No talks are scheduled as the two sides seem to be in no hurry to get reach an agreement in time for preseason games, which were supposed to begin next week.
That doesn't help downtown St. Paul business owners, who count on hockey to pay the bills.
The state of business and the State of Hockey go hand-in-hand around the Seven Corners area of downtown St. Paul, continuing east and west along 7th Street.
While most NHL players and teams can survive an extended lockout or even a cancellation of an entire season (as happened in 2004-05) some bars and restaurants aren't in that position. They fear it could be a lengthy lockout, with the NHL asking players to cut their share of revenue from 57 percent down to 47 percent in a sport that's sitting in the NFL's shadow.
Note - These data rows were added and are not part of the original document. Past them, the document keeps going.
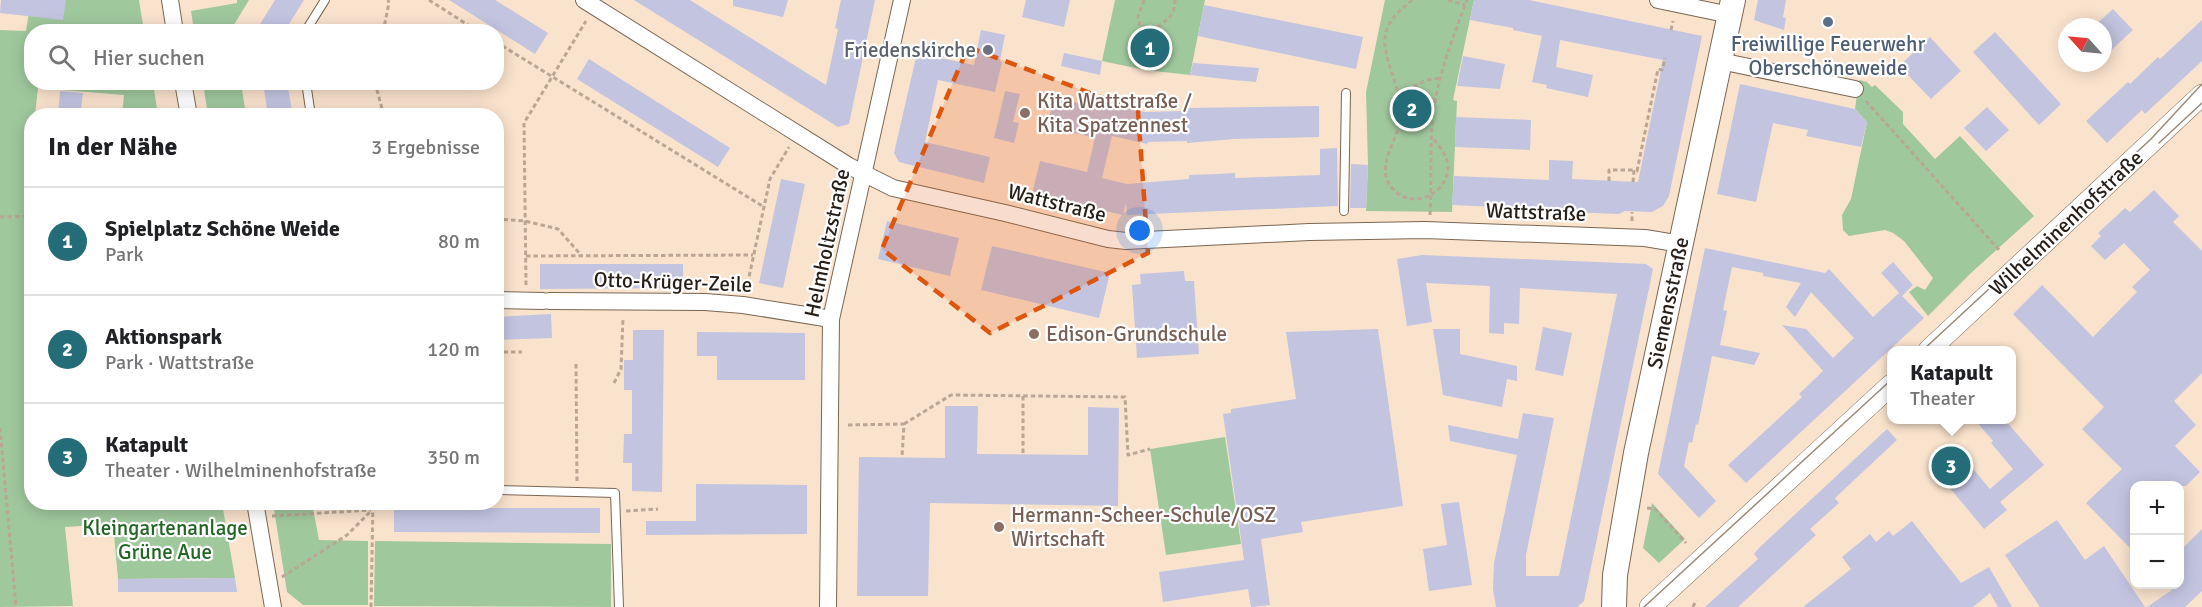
<!DOCTYPE html>
<html lang="de">
<meta charset="utf-8">
<style>
body{margin:0;font-family:Signika,sans-serif;background:#f6f6f6;color:#202124}
.controls{position:absolute;right:18px;bottom:18px;display:grid;overflow:hidden;border-radius:12px;box-shadow:0 3px 15px #0003}
.controls button{width:54px;height:54px;display:grid;place-items:center;padding:0;border:0;border-bottom:2px solid #e0e0e0;background:#fff;color:#202124;font:30px sans-serif}
.compass{position:absolute;left:2058px;top:18px;width:54px;height:54px;border-radius:50%;background:#fff;box-shadow:0 3px 15px #0003;rotate:297deg}
.you{position:absolute;left:1140px;top:231px;width:21px;height:21px;margin:-15px;border:4px solid #fff;border-radius:50%;background:#1a73e8;box-shadow:0 0 0 9px #1a73e833}
.badge{display:grid;place-items:center;width:39px;height:39px;border-radius:50%;background:#246c78;color:#fff;font-size:20px;font-weight:700}
.pin{position:absolute;translate:-50% -50%;border:3px solid #fff;box-shadow:0 2px 6px #0006}
.popup{position:absolute;left:1887px;top:346px;width:129px;height:78px;box-sizing:border-box;display:grid;place-content:center;border-radius:12px;background:#fff;filter:drop-shadow(0 2px 4px #0005);font-size:20px;white-space:nowrap;color:#757577}
.popup b{font-size:22px;color:#202124}
.popup::after{content:'';position:absolute;left:50%;top:100%;margin-left:-12px;border:12px solid transparent;border-top-color:#fff}
.list{margin:0;padding:0;list-style:none}
h2{display:flex;justify-content:space-between;align-items:center;height:78px;margin:0;padding:0 24px;font-size:26px}
h2 small{font-size:20px;font-weight:400;color:#757577}
.list li{display:grid;grid-template-columns:39px 1fr auto;gap:18px;align-items:center;box-sizing:border-box;height:108px;padding:0 24px;border-top:2px solid #e0e0e0}
.list b{display:block;font-size:22px;white-space:nowrap}
.list p{margin:0;font-size:20px;white-space:nowrap;color:#757577}
.list em{font-size:20px;font-style:normal;color:#757577}
.icon{flex:none;width:33px;height:33px;fill:none;stroke:currentColor;stroke-width:2;stroke-linecap:round;stroke-linejoin:round}
.map{position:relative;flex:none;width:2202px;height:607px;overflow:hidden}
.search{position:absolute;background:#fff;box-shadow:0 3px 15px #0003;left:24px;top:24px;width:480px;height:66px;display:flex;align-items:center;gap:15px;box-sizing:border-box;padding:0 21px;border-radius:24px;color:#757577;font-size:22px}
.panel{position:absolute;background:#fff;box-shadow:0 3px 15px #0003;left:24px;top:108px;width:480px;height:402px;border-radius:24px}
.map>svg:first-child{display:block}
</style>
<div class="map">
<svg width="2202" height="607" viewBox="0 0 2202 607">
<rect width="100%" height="100%" fill="#fae3cd"/>
<path fill="#a0c89d" d="M31,0H139L144,31L32,32V82L153,83L158,115H122L124,95L38,88L35,115L32,116V502L222,503L235,578L118,579L113,524L65,527L73,606L0,607V30L26,31Z
M237,0H249L232,28V31H194L191,11L237,3Z
M1115,0H1205L1190,75L1145,70L1102,61Z
M1385,0H1474L1453,100L1457,101L1452,212L1366,211L1368,165L1366,92Z
M1859,80L1867,82L1872,87L1875,85L1903,112V124L1935,159L1960,136L2034,216L1971,273L1928,316L1909,292L1917,286L1925,290L1933,278L1904,241L1893,233L1885,230L1849,236L1843,230L1842,215L1851,199L1867,122L1855,109Z
M203,83H241L246,115H208Z
M1225,437L1241,544L1166,555L1150,449Z
M273,503H312L319,540L368,541V605H303L287,592Z
M1652,503L1685,539L1659,563L1643,548Z
M375,541L611,544V607L374,606Z"/>
<path fill="#c3c4e0" d="M1,0H66L63,20L0,13Z
M275,0H304L284,32H255Z
M449,0H495L548,33L535,54Z
M634,0H690L826,85L838,29L835,28L841,0H875L849,124L838,127Z
M733,0H788L783,17L733,6Z
M1026,0H1070L1064,27L1022,17Z
M1474,0H1529L1702,36L1669,196L1663,206L1652,212L1625,211L1619,214L1541,211L1542,209L1452,205L1454,176L1549,180V160L1573,161L1572,179L1638,182L1663,60L1560,40L1556,67L1593,75L1588,97L1546,88L1547,85L1532,82L1542,36L1513,30V28L1470,20Z
M1758,0H1786L1783,17L1786,18L1784,30L1754,20Z
M1204,5L1363,37L1356,69L1198,36Z
M2113,9L2133,30L2103,58V27H2093Z
M2202,20V61L2145,114L2142,110L2107,143L2086,121L2128,82L2130,84L2158,57L2160,59Z
M981,30L1005,35L1000,61L1002,62L995,92L938,80L925,142L990,157L984,183L899,162L894,153L917,53L974,65Z
M1995,32L2061,104L2039,125L1973,52Z
M1930,37L1961,71L1931,99L1899,66Z
M1064,53L1102,61L1100,75L1061,66Z
M1463,56L1505,64L1500,89L1457,86Z
M589,59L730,148L718,167L577,79Z
M1193,63L1259,68L1256,82L1233,80L1190,75Z
M263,82H287L293,116H268Z
M1740,84L1855,109L1867,122L1861,147L1806,136L1808,130L1773,123L1756,202L1717,194Z
M60,91L83,93L81,109H76L75,116H58Z
M1005,91L1020,94L1013,122L1019,123L1014,143L994,138Z
M1054,97L1092,106V103L1103,105V102L1145,112L1185,111V108L1319,106V137L1234,139L1187,143V141L1148,142L1147,144L1112,136L1102,178L1127,184L1189,179V175L1217,174L1235,173V178L1320,175V149L1337,148L1338,206L1127,215L1126,203L1123,215L1032,194L1040,161L1087,172L1095,138L1047,126Z
M1987,107L2009,130L1986,151L1964,128Z
M1456,117L1531,120L1530,150L1455,147Z
M1351,164L1368,165L1366,208H1350Z
M781,179L805,184L783,288L759,283Z
M2154,190L2179,216L2173,222L2202,251V373L2174,401L2196,425L2175,446L2200,472L2186,486H2134V552L2086,503L2122,469L2082,429L2104,407L2013,314L2042,285L2093,337L2137,292L2132,287L2150,270L2124,243L2105,260L2091,246L2101,236L2098,233L2125,208L2130,212Z
M887,221L959,238L950,276L878,259Z
M992,246L1110,273L1099,318L981,290Z
M1705,248L1825,273L1829,269L1873,317L1899,293L1924,318L1746,483L1728,465L1802,397L1799,394L1823,371L1782,325L1806,329L1833,358L1854,338L1811,292L1795,317L1786,307L1801,283L1763,276V273L1732,267L1723,310L1727,311L1720,345L1760,353L1754,365L1712,356L1698,425L1696,424L1692,443L1689,442L1684,466L1716,501L1699,518L1658,474Z
M1422,255L1646,264L1653,269L1584,601L1577,607H1496L1493,589L1494,563L1517,455L1450,441L1448,425L1518,439L1523,413L1554,418L1526,555V576H1559L1617,294L1520,288L1519,324L1504,323V334L1489,333L1490,286L1426,283L1432,322L1407,326L1397,259Z
M1893,262L1913,285L1902,296L1881,273Z
M540,264H683V288L540,289Z
M1184,271L1185,281H1194L1199,354L1137,358L1132,285L1141,284L1140,274Z
M551,314L552,338L496,340V317Z
M1543,327L1572,333L1563,376L1535,370Z
M1378,329L1403,506L1301,522L1303,532L1261,539L1270,605L1251,607L1248,589L1163,602L1159,572L1244,560L1223,414L1231,413V409L1296,399L1286,332Z
M1433,329H1460V354L1517,366V381L1507,379L1502,407L1443,395Z
M633,330H664L662,492L632,491V463H623L624,434H632V390H624V360H633Z
M697,332L805,333V380H717V356H697Z
M945,406H978L977,454L1088,455V407L1119,408L1118,506L930,503L928,596H857L859,457L945,458Z
M1975,420H2005L2044,465L2000,502L2007,510L1984,529L1929,463L1952,444L1990,489L2013,469L1991,443L1993,441Z
M1887,429L1897,440L1835,498L1839,503L1810,529L1816,535L1738,607H1705L1758,559L1754,554L1760,547Z
M696,484L807,485V534L646,535V521H696Z
M1459,502L1472,585L1429,591L1423,549L1447,545L1441,504Z
M394,508H600V533L394,532Z
M2057,520L2085,560L2104,546L2145,607H2040L2005,555Z
M1912,521L1961,583L1989,567L2012,607H1998L1990,593L1973,607H1803L1851,569L1842,557L1870,534L1876,542L1889,531L1893,536Z
M2202,529V591L2185,607H2147L2172,590L2167,585H2180V551Z
M235,578L237,592H118V579Z"/>
<g fill="none" stroke-linecap="round" stroke-linejoin="round">
<g stroke="#7b6753" stroke-width="10">
<path id="service" d="M305,32L325,0
M306,82L311,116
M1344,211L1346,93
M496,490L615,493L619,607"/>
</g>
<g stroke="#7b6753" stroke-width="18">
<path id="minor" d="M170,0L175,32
M584,0L849,166L893,188L1005,213L1108,239L1126,241L1309,232L1425,230L1645,238L1681,244
M1658,0L1730,15
M1720,61L1855,89
M183,82L189,116
M496,300L543,301
M549,301L705,302L743,305L831,319
M255,502L273,607
M828,607L831,319L902,0"/>
</g>
<g stroke="#7b6753" stroke-width="22">
<path id="tertiary" d="M1929,350L2202,95
M1650,607L1891,385"/>
</g>
<g stroke="#7b6753" stroke-width="26">
<path id="secondary" d="M1614,607L1615,575L1636,453L1733,0"/>
</g>
<path stroke="#b9a695" stroke-width="3" stroke-dasharray="4.5 3" stroke-linecap="butt" d="M429,0L479,32
M1144,0L1138,17L1140,26L1156,28C1168,19 1175,15 1175,0
M1412,0C1401,9 1390,18 1386,32C1379,56 1405,90 1400,121C1396,144 1373,169 1394,190C1413,210 1447,194 1448,168C1448,155 1438,145 1431,136
M1448,0L1465,5
M1671,30L1673,21
M383,32L389,3L388,0
M496,42L764,207
M377,82V90L384,116
M1400,93L1427,80L1440,78
M1866,101L2001,252
M1609,181V170H1634
M1633,182L1634,170L1637,171L1658,69L1662,70L1665,58
M1430,215C1432,179 1429,143 1434,107C1440,70 1454,35 1467,0
M0,217L32,216
M496,219L525,221L558,229L581,255
M1632,221V212
M526,256L753,255
M526,285L524,123L586,21
M746,291L770,179L789,147
M496,352H522
M576,364L577,481
M614,383L621,369L623,318
M1023,396V454
M904,424L951,395L1125,397L1128,455L1150,449
M848,425L904,424L902,457
M0,428L16,607
M1647,508L1655,509L1686,543
M626,511L658,509
M272,516L371,510
M282,577L347,535L372,510
M371,607L373,502
M1693,607L1696,600"/>
<use href="#service" stroke="#fff" stroke-width="8"/>
<use href="#minor" stroke="#fff" stroke-width="16"/>
<use href="#tertiary" stroke="#fff" stroke-width="21"/>
<use href="#secondary" stroke="#fff" stroke-width="24"/>
<path stroke="#9a8a7a" stroke-width="1.5" d="M2159,143L2202,103
M1923,350L2151,139L2202,84
M1644,607L1891,380"/>
</g>
<path fill="#de560d" fill-opacity="0.2" stroke="#de560d" stroke-width="4.5" stroke-dasharray="12 8" stroke-linejoin="round" d="M968,47L1138,111L1148,253L990,333L882,249Z"/>
<circle fill="#5c6f8a" stroke="#fff" stroke-width="2" cx="1828" cy="22" r="6"/>
<circle fill="#6b7280" stroke="#fff" stroke-width="2" cx="988" cy="50" r="6"/>
<g fill="#8d6e63" stroke="#fff" stroke-width="2">
<circle cx="1025" cy="113" r="6"/>
<circle cx="1034" cy="334" r="6"/>
<circle cx="999" cy="527" r="6"/>
</g>
<g text-anchor="middle" stroke-width="4.5" stroke-linejoin="round" paint-order="stroke">
<g font-size="21" fill="#4e5e75" stroke="#fff">
<text x="1828" y="51">Freiwillige Feuerwehr<tspan x="1828" dy="24">Oberschöneweide</tspan></text>
</g>
<g font-size="21" fill="#5b616d" stroke="#fff" text-anchor="end">
<text x="976" y="57">Friedenskirche</text>
</g>
<g font-size="21" fill="#785e54" stroke="#fff" text-anchor="start">
<text x="1037" y="108">Kita Wattstraße /<tspan x="1037" dy="24">Kita Spatzennest</tspan></text>
<text x="1046" y="341">Edison-Grundschule</text>
<text x="1011" y="522">Hermann-Scheer-Schule/OSZ<tspan x="1011" dy="24">Wirtschaft</tspan></text>
</g>
<g font-size="21" fill="#271f17" stroke="#fff">
<text transform="translate(1057 203) rotate(14)" y="7">Wattstraße</text>
<text transform="translate(1536 212) rotate(2)" y="7">Wattstraße</text>
<text transform="translate(2066 223) rotate(-43)" y="7">Wilhelminenhofstraße</text>
<text transform="translate(827 243) rotate(-78)" y="7">Helmholtzstraße</text>
<text transform="translate(673 282) rotate(2)" y="7">Otto-Krüger-Zeile</text>
<text transform="translate(1668 303) rotate(-78)" y="7">Siemensstraße</text>
</g>
<g font-size="21" fill="#226623" stroke="#fff">
<text x="165" y="535">Kleingartenanlage<tspan x="165" dy="24">Grüne Aue</tspan></text>
</g>
</g>
</svg>
<div class="controls">
<button>+</button>
<button>−</button>
</div>
<svg class="compass" viewBox="-18 -18 36 36"><path d="M0-13l5 13h-10z" fill="#e53935"/><path d="M0 13l5-13h-10z" fill="#757577"/></svg>
<div class="you"></div>
<div class="pin badge" style="left:1150px;top:48px">1</div>
<div class="pin badge" style="left:1412px;top:109px">2</div>
<div class="pin badge" style="left:1951px;top:466px">3</div>
<div class="popup"><b>Katapult</b>Theater</div>
<div class="search"><svg class="icon" aria-label="search" viewBox="0 0 24 24"><circle cx="10" cy="10" r="6"/><path d="M15 15l6 6"/></svg>Hier suchen</div>
<section class="panel">
<h2>In der Nähe<small>3 Ergebnisse</small></h2>
<ul class="list">
<li><span class="badge">1</span><div><b>Spielplatz Schöne Weide</b><p>Park</p></div><em>80 m</em></li>
<li><span class="badge">2</span><div><b>Aktionspark</b><p>Park · Wattstraße</p></div><em>120 m</em></li>
<li><span class="badge">3</span><div><b>Katapult</b><p>Theater · Wilhelminenhofstraße</p></div><em>350 m</em></li>
</ul>
</section>
</div>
Despite drawing Vikings fans on football Sundays, businesses on the east side of the Mississippi River need hockey.
"The Wild, when they're in town, that's 19,000 people in downtown St. Paul," said Bennett's Chop and Rail House owner Joe Bennett.
"We count on that revenue to make it through the year and not having it is going to be a problem for us," said Greg Awada of Zamboni's Pizza and Pub.
The Wild is sending information to season ticket holders Monday morning.
Monday is also the first day NHL players can talk with other leagues. Many will land in Russia's KHL to keep their skills sharp so they can be ready to go back to work in North America if the two sides can reach a deal.